Bookplanet: Eli Wiesel reviews two Holocaust books

Bearing Witness
Testimony about the Holocaust, from a survivor who became a great writer and from a man haunted by six losses.
AUSCHWITZ REPORT by Primo Levi with Bernardo De Benedetti
THE LOST A Search for Six of Six Million by Daniel Mendelsohn
Reviewed by Elie Wiesel


Why memory?

And why this particular memory that can only do harm, that can only cast doubt on man and his weaknesses? Why answer its calls and its silences? Why do we struggle to remember, to bring back a past that shames not only creation but the Creator himself? Do we do it to suffer at second degree -- with those and for those who suffered before? Or is it simply to know? To understand? Or, even more, to plumb the depths of a human soul, bloodied and bowed, at a time when evil had usurped the power of gods to judge who lived, who died, and how, and for what reason?

Here are two works: different in style and approach, but joined by the common theme of a nagging memory -- its layers, obligations, traps. Memory's limits, too. One is written by someone who survived the dark days; the other, by a younger writer, who hunts through the dark in order to comprehend it.

The first and shorter book is by Primo Levi, known the world over and admired for his lucid writing.

For the sake of transparency, I feel obliged to remind the reader that we were friends. For a time, we were together in the same camp, in the same barracks. Without a doubt, we passed each other every day, unacquainted and unaware. He was a chemist and therefore useful; I was only a number.

We encountered each other again after the war, thanks to a chance meeting at a cultural conference in Rome. Once bona fides were made, the bond was immediate. Our exchanges continued over the years. Equipped with survivors' code, we could read each other's minds. Just before his tragic suicide in 1987, he called me. His desperation haunts me still. I well remember the thought that occurred to me at the time: Here is proof that one can die at Auschwitz after Auschwitz.

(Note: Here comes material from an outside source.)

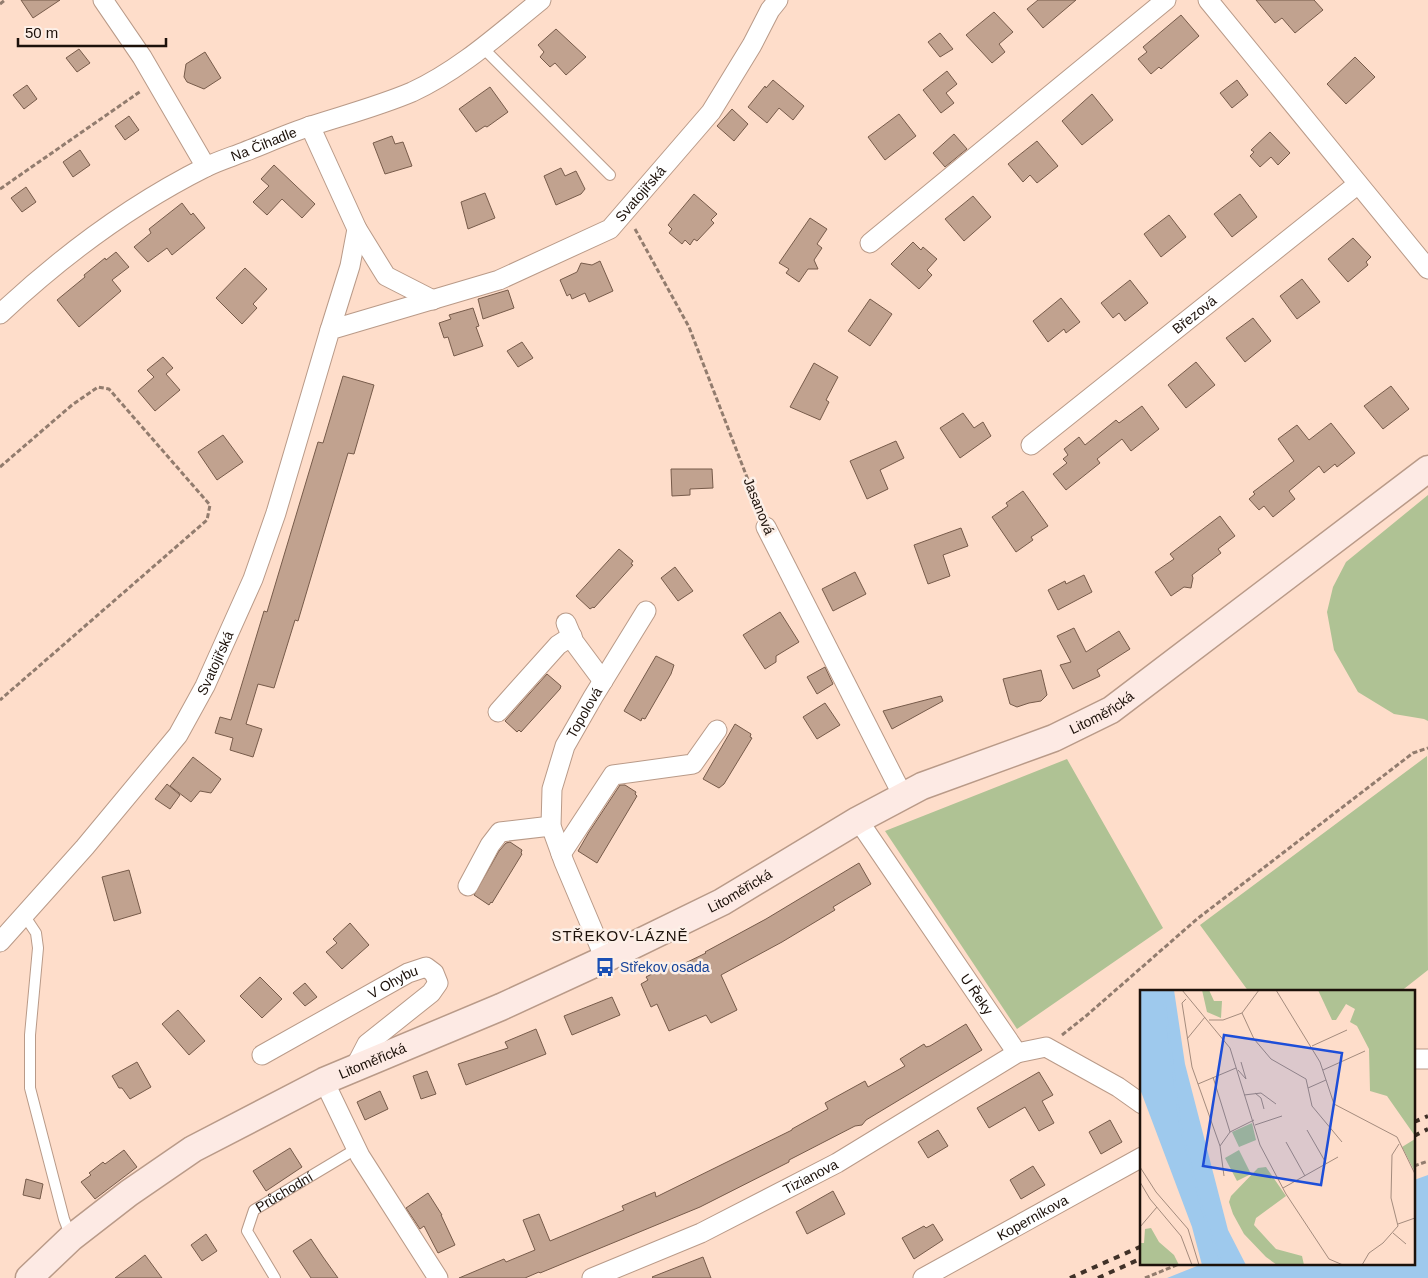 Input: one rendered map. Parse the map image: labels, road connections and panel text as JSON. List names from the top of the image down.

His Auschwitz Report is a brief document, first published in an Italian medical journal in 1946 and then largely forgotten until its rediscovery in 1993. It was originally requisitioned by the Soviet military authorities in Katowice, Poland, in the spring of 1945 and drafted with his friend and companion, Leonardo De Benedetti, a doctor who also survived the death camp. It has now been published for the first time in English. It embarrasses me to say so, but it's not Levi's best work. It has neither the breath nor the breadth of Survival in Auschwitz or The Reawakening . But it was his first. And that is its strength and importance.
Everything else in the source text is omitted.